---- Dataset excerpts

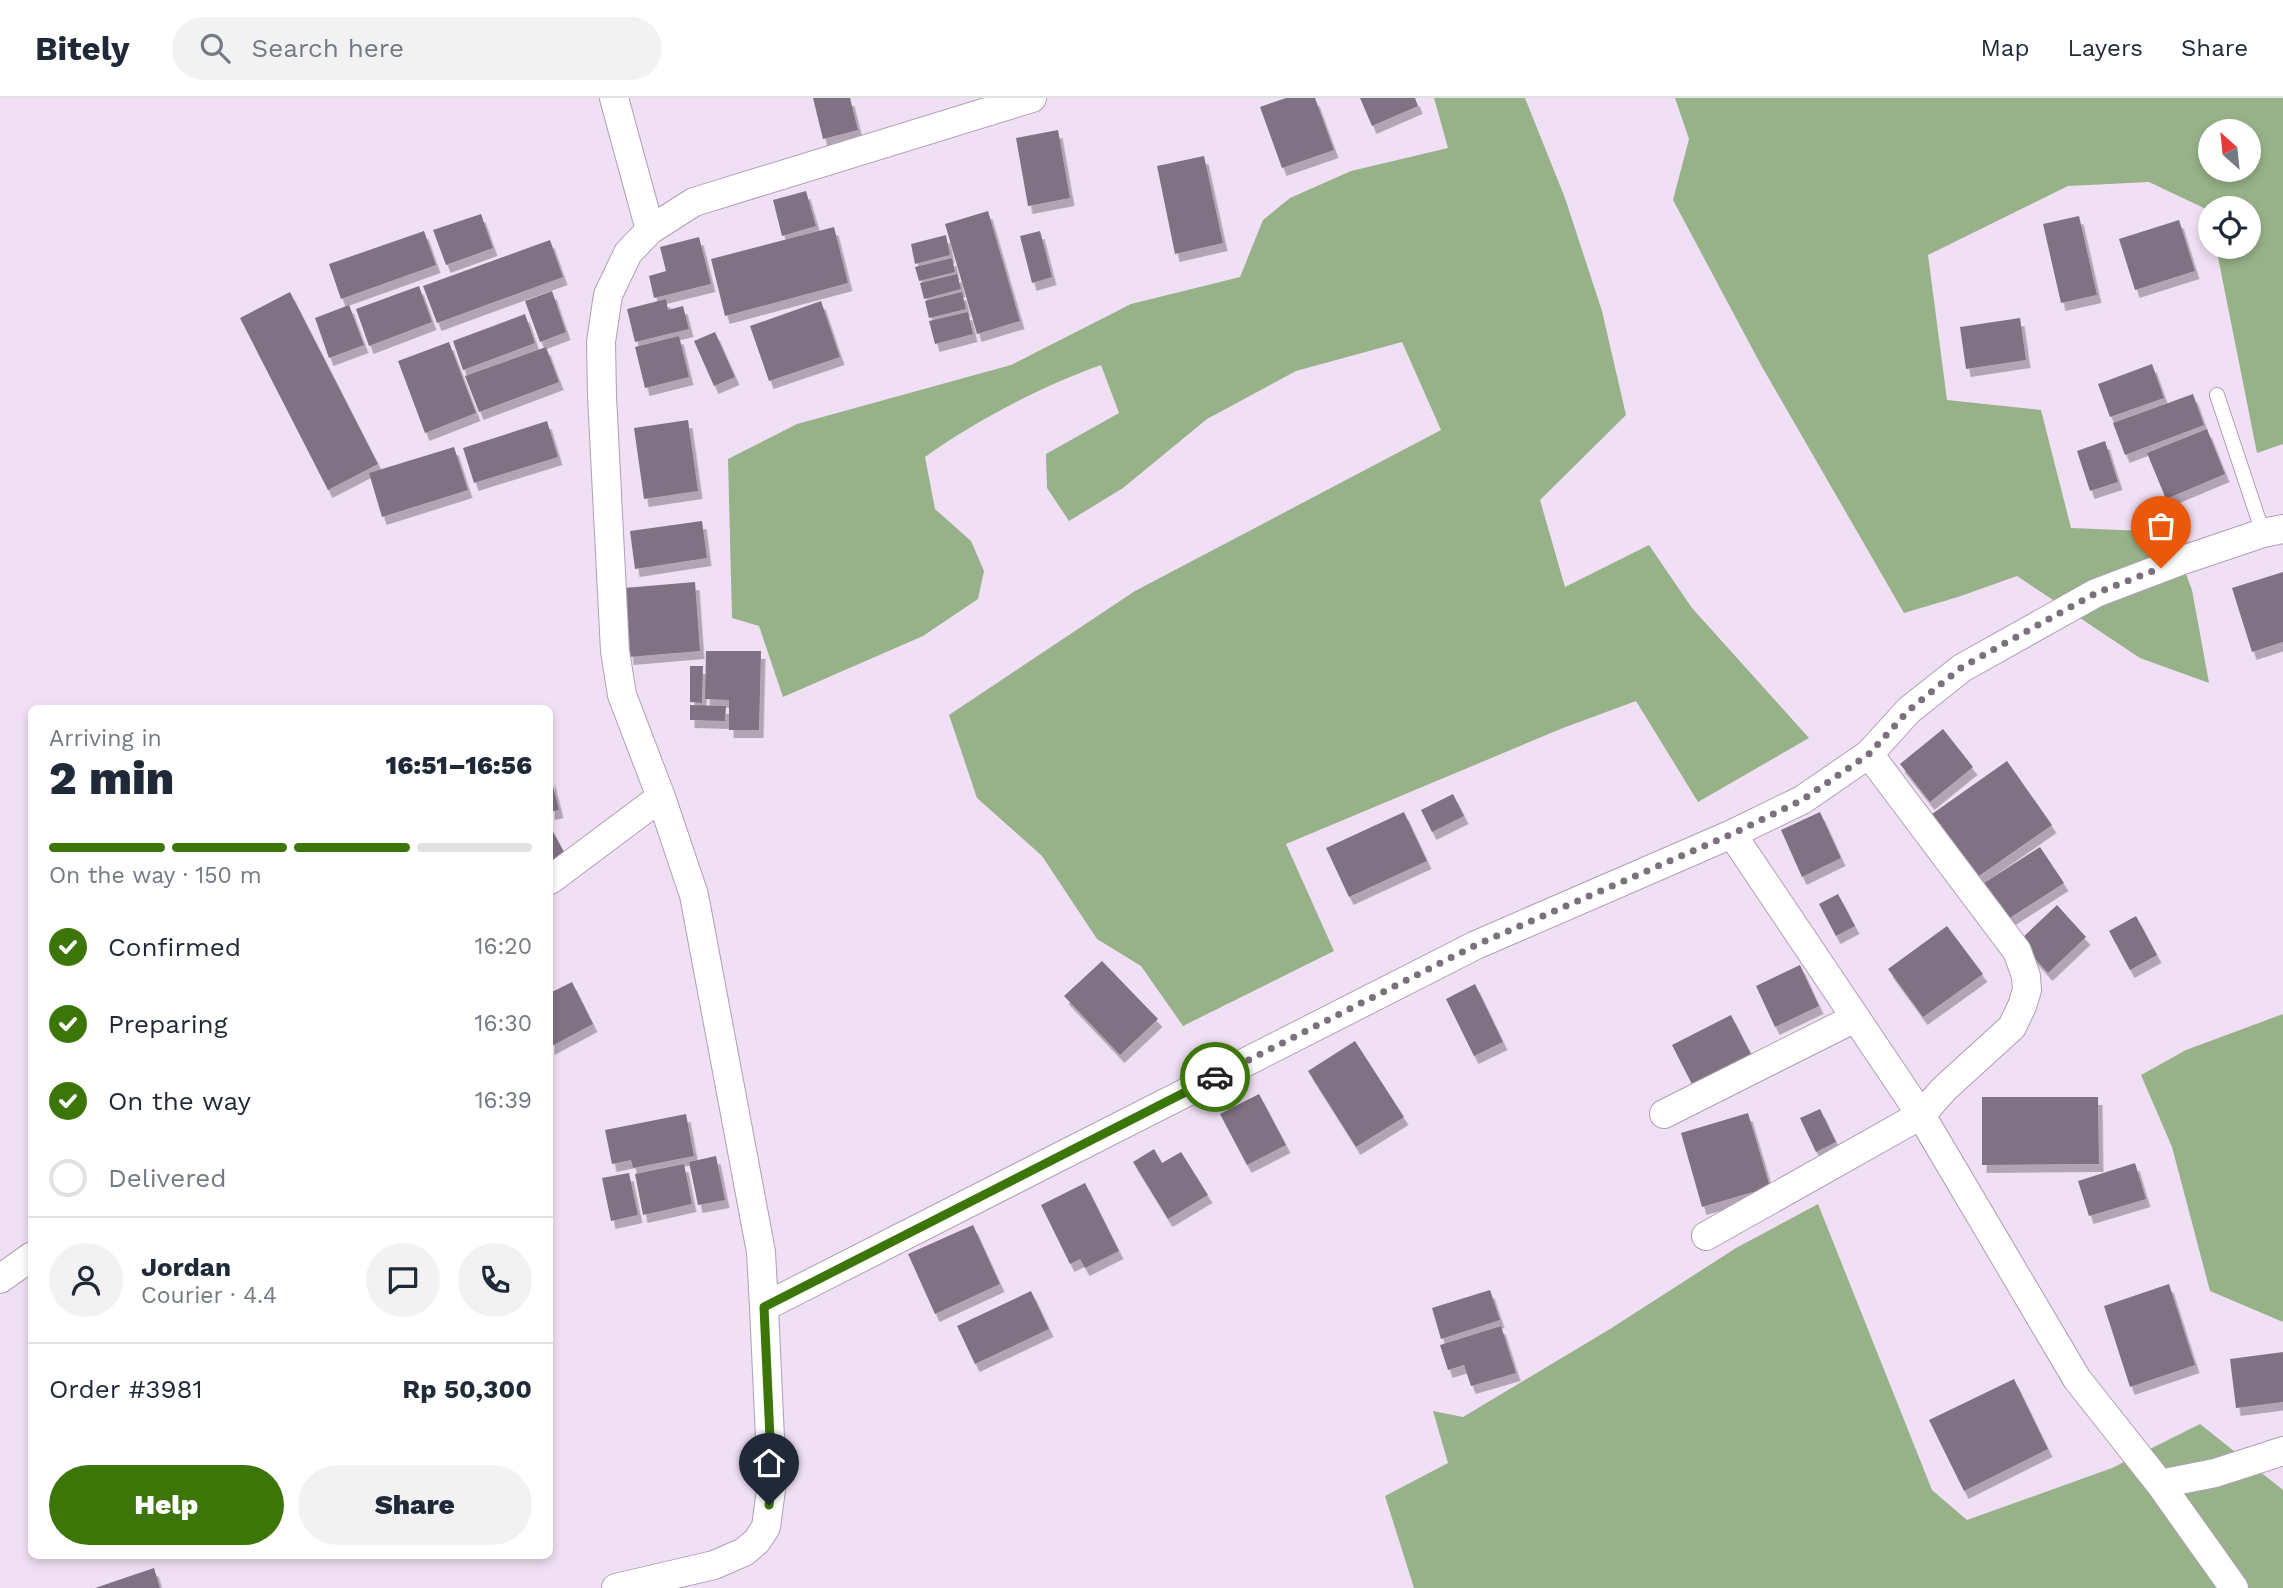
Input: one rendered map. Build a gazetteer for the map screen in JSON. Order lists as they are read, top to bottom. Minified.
{"north":"top left","page":{"header":"Bitely","search":"Search here","nav":["Map","Layers","Share"],"heading":["2 min","Arriving in","16:51–16:56"],"panel":["Jordan","Courier · 4.4","Order #3981","Rp 50,300"],"bar":"On the way · 150 m","list":[["Confirmed","16:20"],["Preparing","16:30"],["On the way","16:39"],"Delivered"],"buttons":["Help","Share"]}}
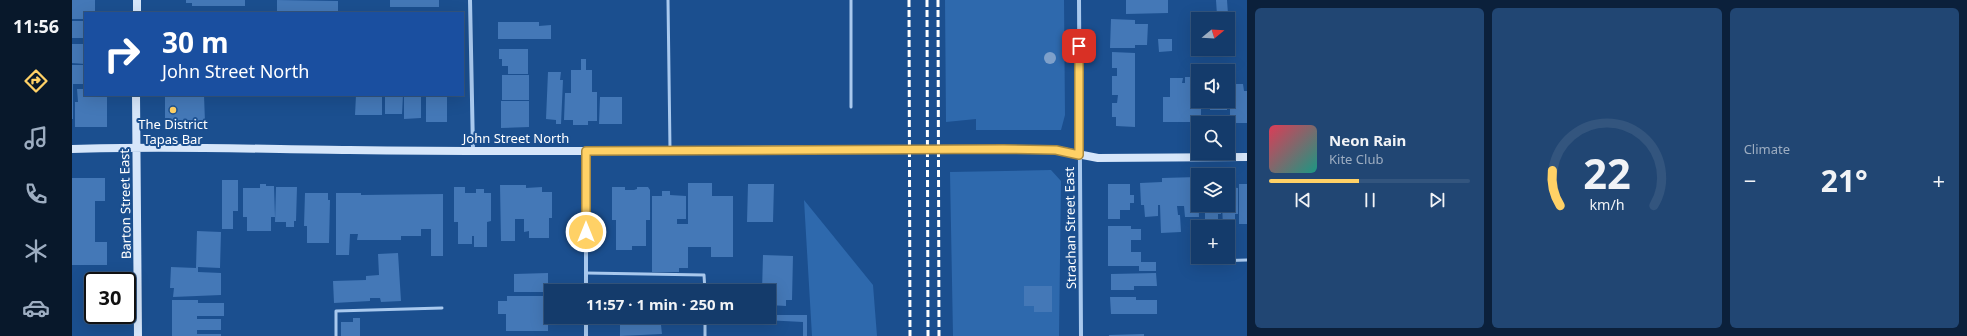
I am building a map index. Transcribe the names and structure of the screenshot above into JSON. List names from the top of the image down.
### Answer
{
  "streets": {
    "main road": ["John Street North", "Barton Street East"],
    "street": ["Strachan Street East"]
  },
  "crossings": [
    ["John Street North", "Barton Street East"],
    ["John Street North", "Strachan Street East"]
  ],
  "places": ["The District Tapas Bar"],
  "north": "right",
  "page": {
    "tabs": "11:56",
    "tile": "Climate",
    "map_buttons": "+",
    "turn": ["30 m", "John Street North"],
    "song": ["Neon Rain", "Kite Club"],
    "heat": ["−", "21°", "+"],
    "limit": "30",
    "trip": "11:57 · 1 min · 250 m",
    "gauge": ["22", "km/h"]
  }
}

--------

# [Instructions for the task]
A verbatim copy of every record above is required, with all pictures omitted.

# [Result of the exercise]
Input: one rendered map. Build a gazetteer for the map screen in JSON. Order lists as they are read, top to bottom. Minified.
{"north":"top left","page":{"header":"Bitely","search":"Search here","nav":["Map","Layers","Share"],"heading":["2 min","Arriving in","16:51–16:56"],"panel":["Jordan","Courier · 4.4","Order #3981","Rp 50,300"],"bar":"On the way · 150 m","list":[["Confirmed","16:20"],["Preparing","16:30"],["On the way","16:39"],"Delivered"],"buttons":["Help","Share"]}}
I am building a map index. Transcribe the names and structure of the screenshot above into JSON. List names from the top of the image down.
### Answer
{
  "streets": {
    "main road": ["John Street North", "Barton Street East"],
    "street": ["Strachan Street East"]
  },
  "crossings": [
    ["John Street North", "Barton Street East"],
    ["John Street North", "Strachan Street East"]
  ],
  "places": ["The District Tapas Bar"],
  "north": "right",
  "page": {
    "tabs": "11:56",
    "tile": "Climate",
    "map_buttons": "+",
    "turn": ["30 m", "John Street North"],
    "song": ["Neon Rain", "Kite Club"],
    "heat": ["−", "21°", "+"],
    "limit": "30",
    "trip": "11:57 · 1 min · 250 m",
    "gauge": ["22", "km/h"]
  }
}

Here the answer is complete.